* _TASK INSTRUCTIONS_
The material beneath this line should be printed exactly, with its pictures omitted.

* _SOURCE MATERIAL_
= Beginning of Section =
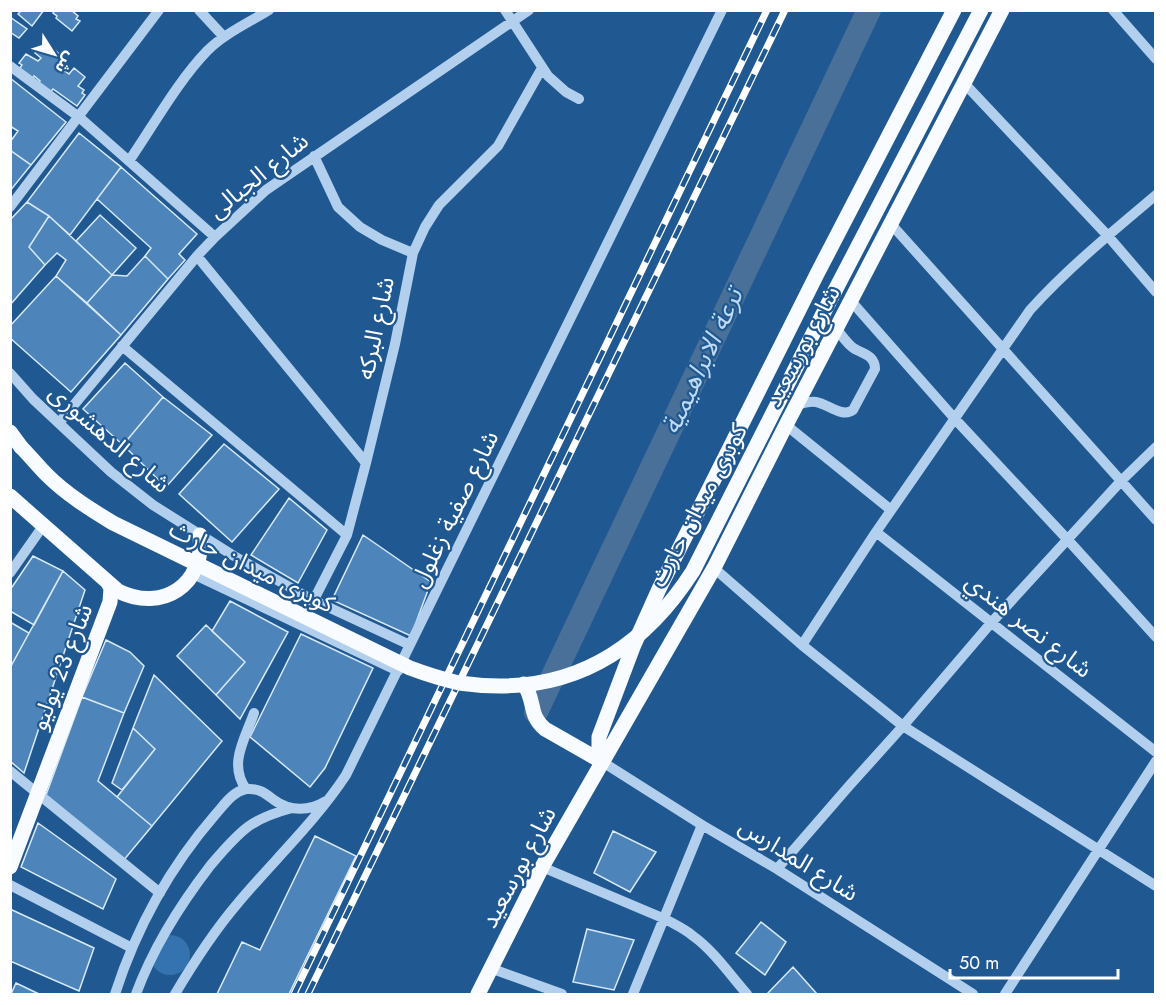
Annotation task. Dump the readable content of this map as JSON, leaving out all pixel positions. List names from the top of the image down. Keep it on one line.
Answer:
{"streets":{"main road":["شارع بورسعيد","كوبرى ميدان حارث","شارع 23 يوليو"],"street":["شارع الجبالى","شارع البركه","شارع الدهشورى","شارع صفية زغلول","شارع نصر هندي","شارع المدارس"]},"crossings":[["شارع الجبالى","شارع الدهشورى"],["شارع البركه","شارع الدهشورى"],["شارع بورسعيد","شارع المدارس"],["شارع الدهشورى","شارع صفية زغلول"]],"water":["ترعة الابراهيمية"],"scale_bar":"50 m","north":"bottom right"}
= End of Section =
* _EXERCISE RESULT_
Annotation task. Dump the readable content of this map as JSON, leaving out all pixel positions. List names from the top of the image down. Keep it on one line.
Answer:
{"streets":{"main road":["شارع بورسعيد","كوبرى ميدان حارث","شارع 23 يوليو"],"street":["شارع الجبالى","شارع البركه","شارع الدهشورى","شارع صفية زغلول","شارع نصر هندي","شارع المدارس"]},"crossings":[["شارع الجبالى","شارع الدهشورى"],["شارع البركه","شارع الدهشورى"],["شارع بورسعيد","شارع المدارس"],["شارع الدهشورى","شارع صفية زغلول"]],"water":["ترعة الابراهيمية"],"scale_bar":"50 m","north":"bottom right"}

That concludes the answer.